If you’re growing an orange tree, you want to give it the best possible care. Generally speaking, the more effort you invest in caring for your tree, the healthier and more productive it will be.

Just as people need nutritious food to be healthy and strong, so does your orange tree. Obviously, your tree’s dietary needs are different than yours. But in the same way you need a good proportion of complex carbohydrates, healthy fats, and complete proteins, a productive orange tree needs fertilizer to be at its best.

So, keep reading this guide on orange tree fertilizer. We’ll provide information on what fertilizers are, how they work, the types of fertilizers, the fertilizer needs that orange trees have, and more.

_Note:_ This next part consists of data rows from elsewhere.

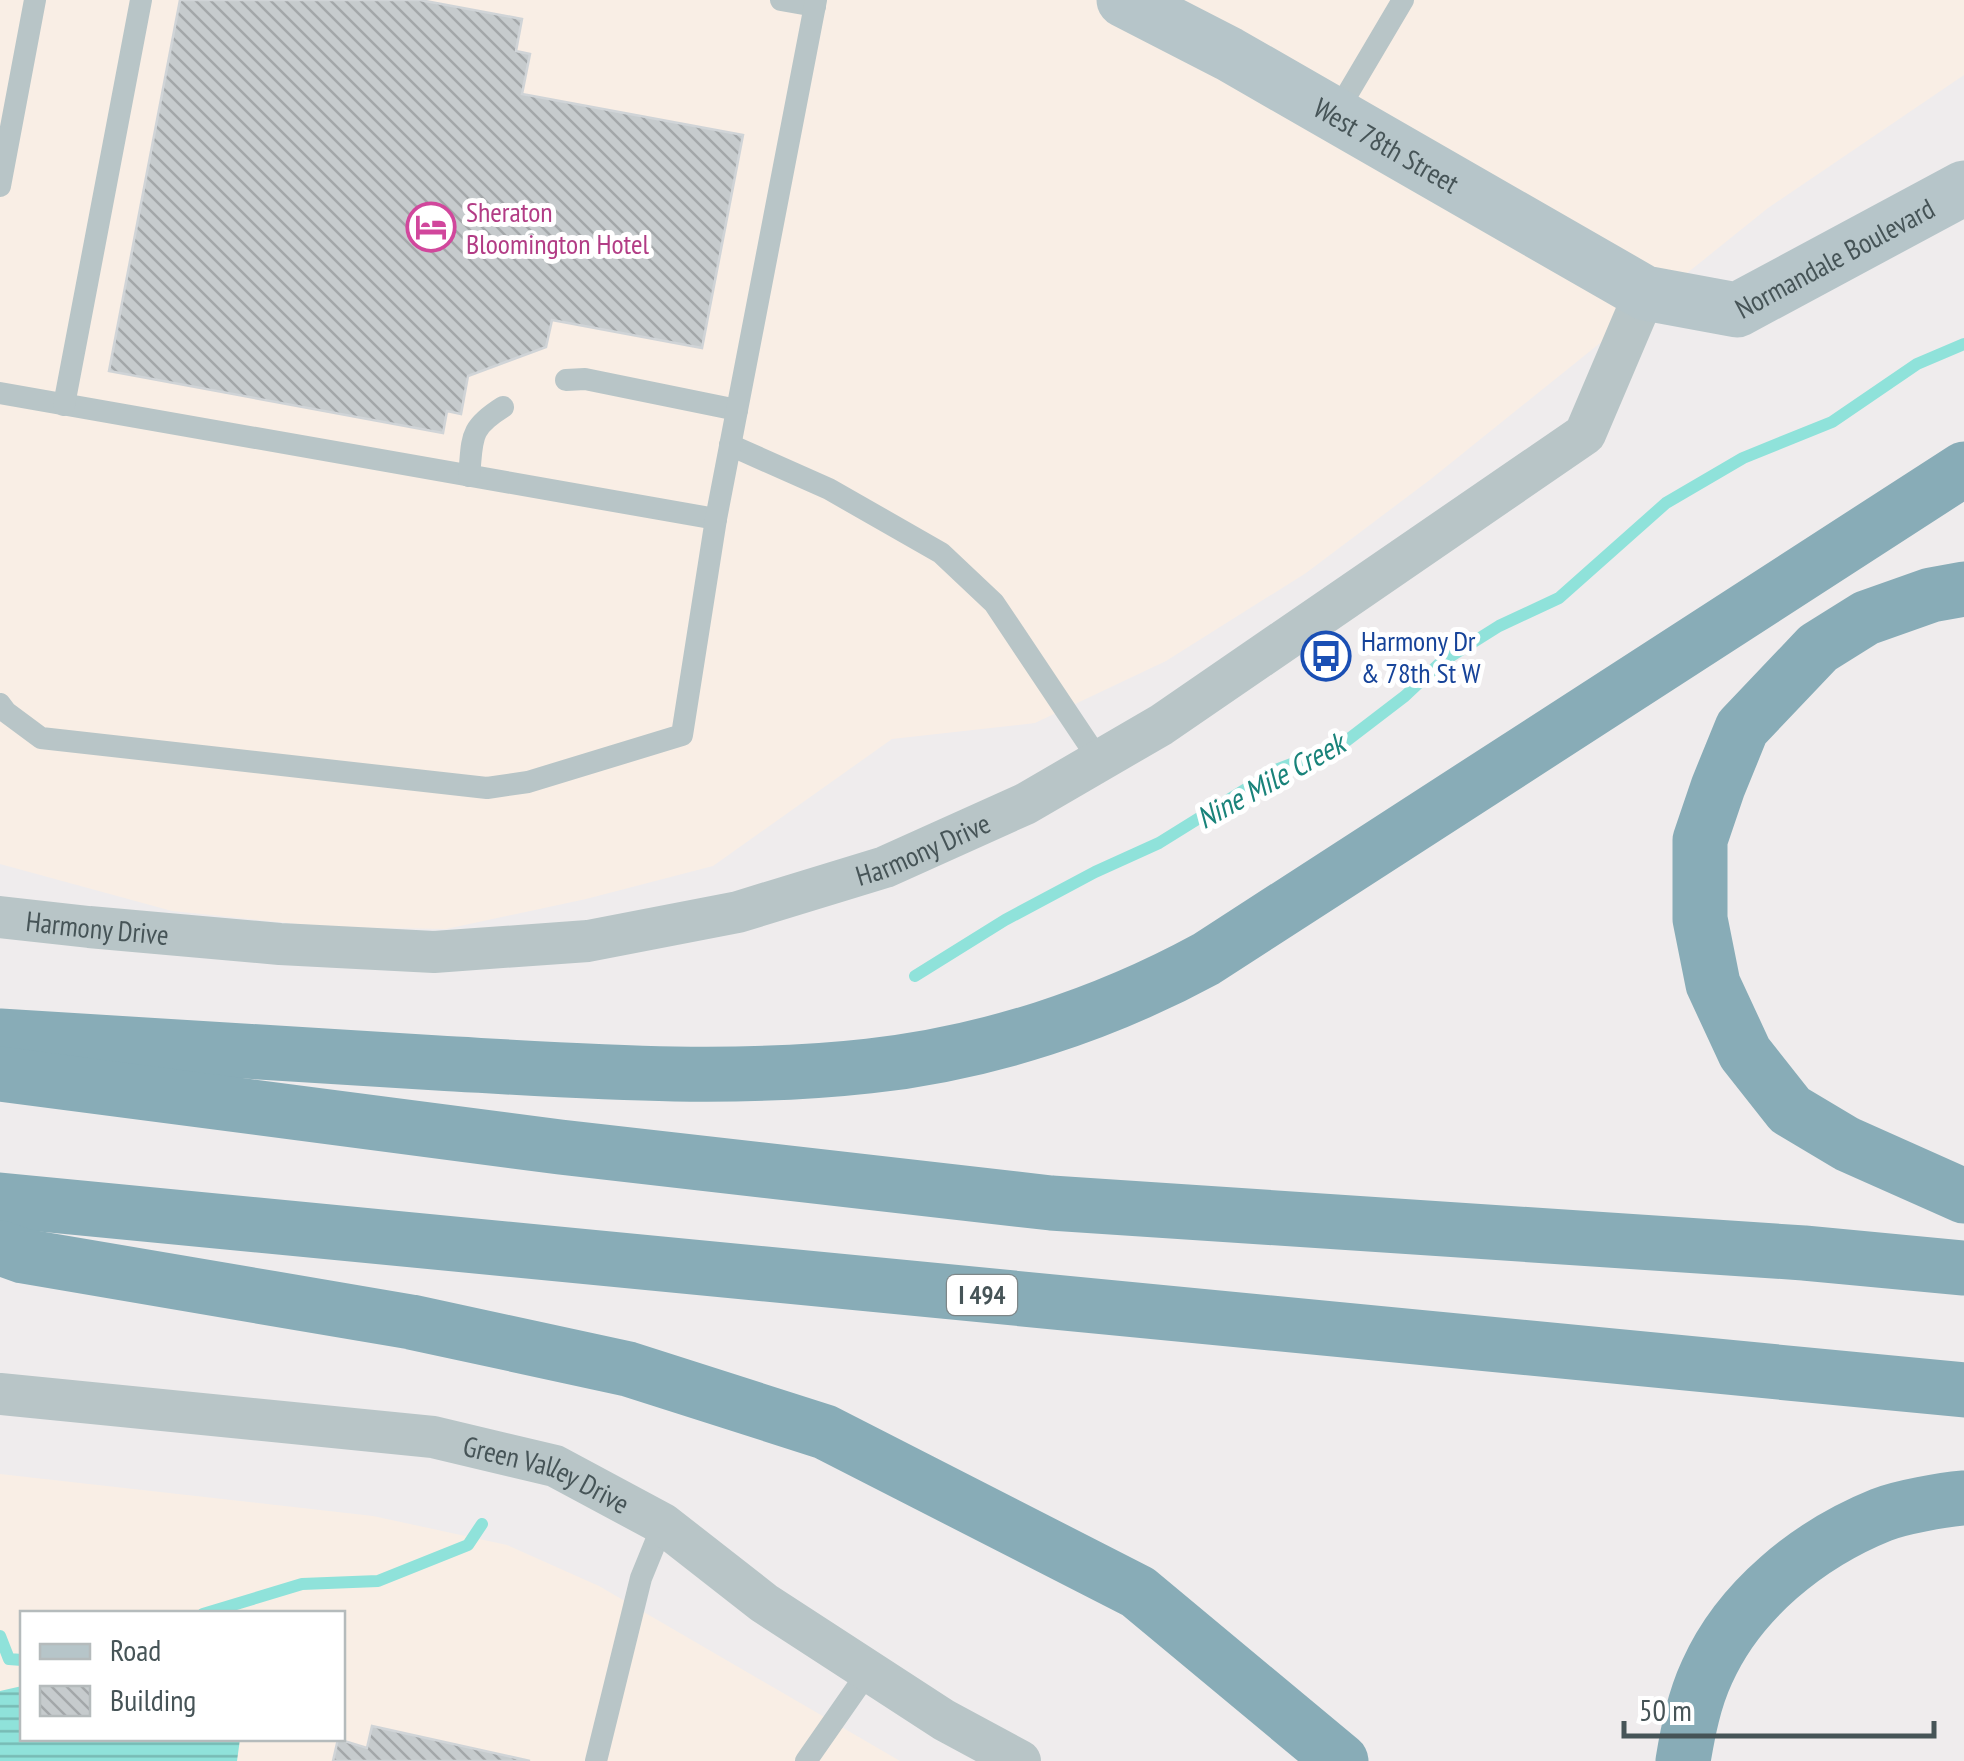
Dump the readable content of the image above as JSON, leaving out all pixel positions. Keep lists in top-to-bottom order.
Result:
{
  "streets": {
    "highway": ["I 494"],
    "street": [
      "West 78th Street",
      "Normandale Boulevard",
      "Harmony Drive",
      "Green Valley Drive"
    ]
  },
  "crossings": [
    ["West 78th Street", "Normandale Boulevard"],
    ["West 78th Street", "Harmony Drive"],
    ["Normandale Boulevard", "Harmony Drive"]
  ],
  "water": ["Nine Mile Creek"],
  "places": {
    "hotel": ["Sheraton Bloomington Hotel"],
    "bus stop": ["Harmony Dr & 78th St W"]
  },
  "legend": ["Road", "Building"],
  "scale_bar": "50 m"
}
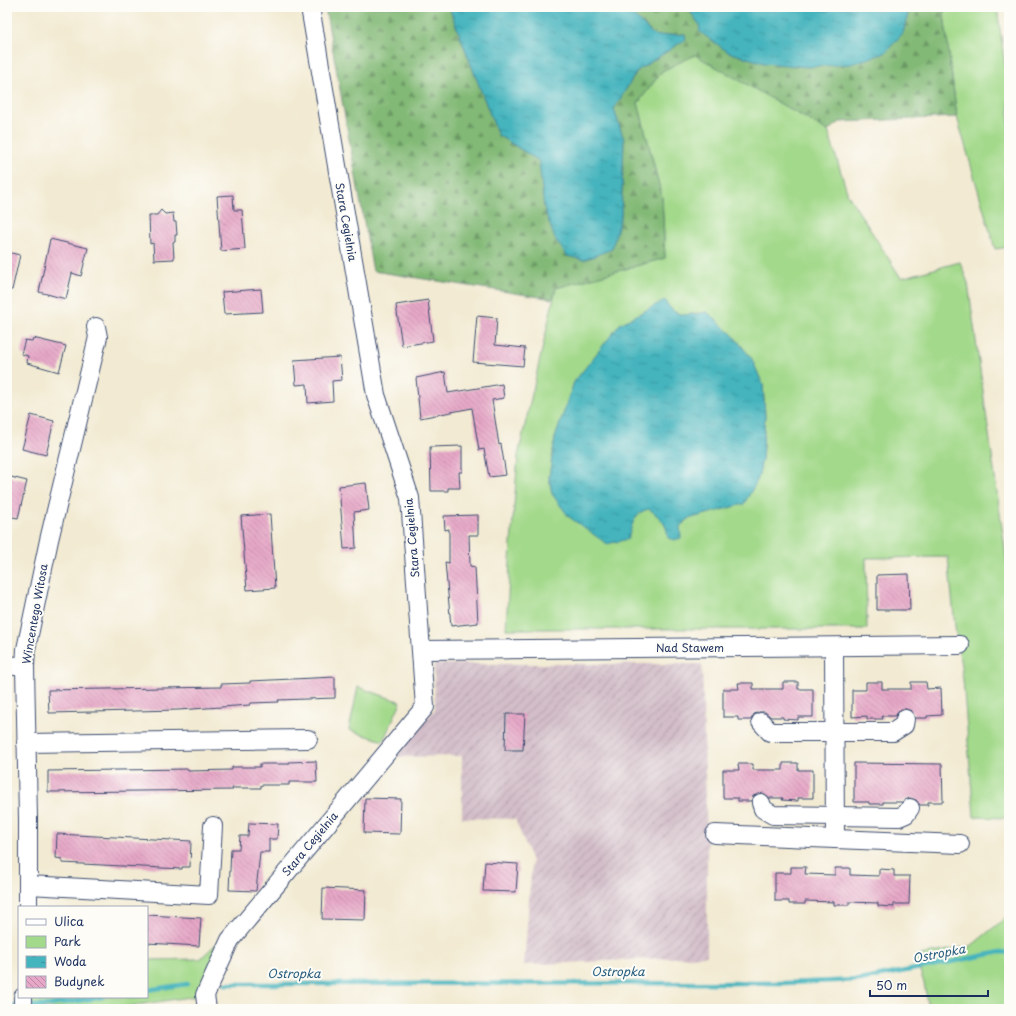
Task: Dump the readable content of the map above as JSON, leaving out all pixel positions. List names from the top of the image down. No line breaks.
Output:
{"streets":{"street":["Stara Cegielnia","Wincentego Witosa","Nad Stawem"]},"crossings":[["Stara Cegielnia","Nad Stawem"]],"water":["Ostropka"],"legend":["Ulica","Park","Woda","Budynek"],"scale_bar":"50 m"}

Closeup of mandarins on a tree.

Our Top Picks

If you’re looking for orange tree fertilizer these are our top picks:

Best Overall:
Down to Earth Organic Citrus Fertilizer

Best Liquid Fertilizer:
EZ-gro Citrus Tree Fertilizer

Easy Option:
Miracle-Gro Fruit & Citrus Plant Food Spikes

What Are Fertilizers?

Fertilizer is plant food composed of three essential elements: nitrogen, phosphorous, and potassium. They’re the macronutrients fertilizer supplies to an orange tree and they provide the tree with the energy necessary for growing and fruiting.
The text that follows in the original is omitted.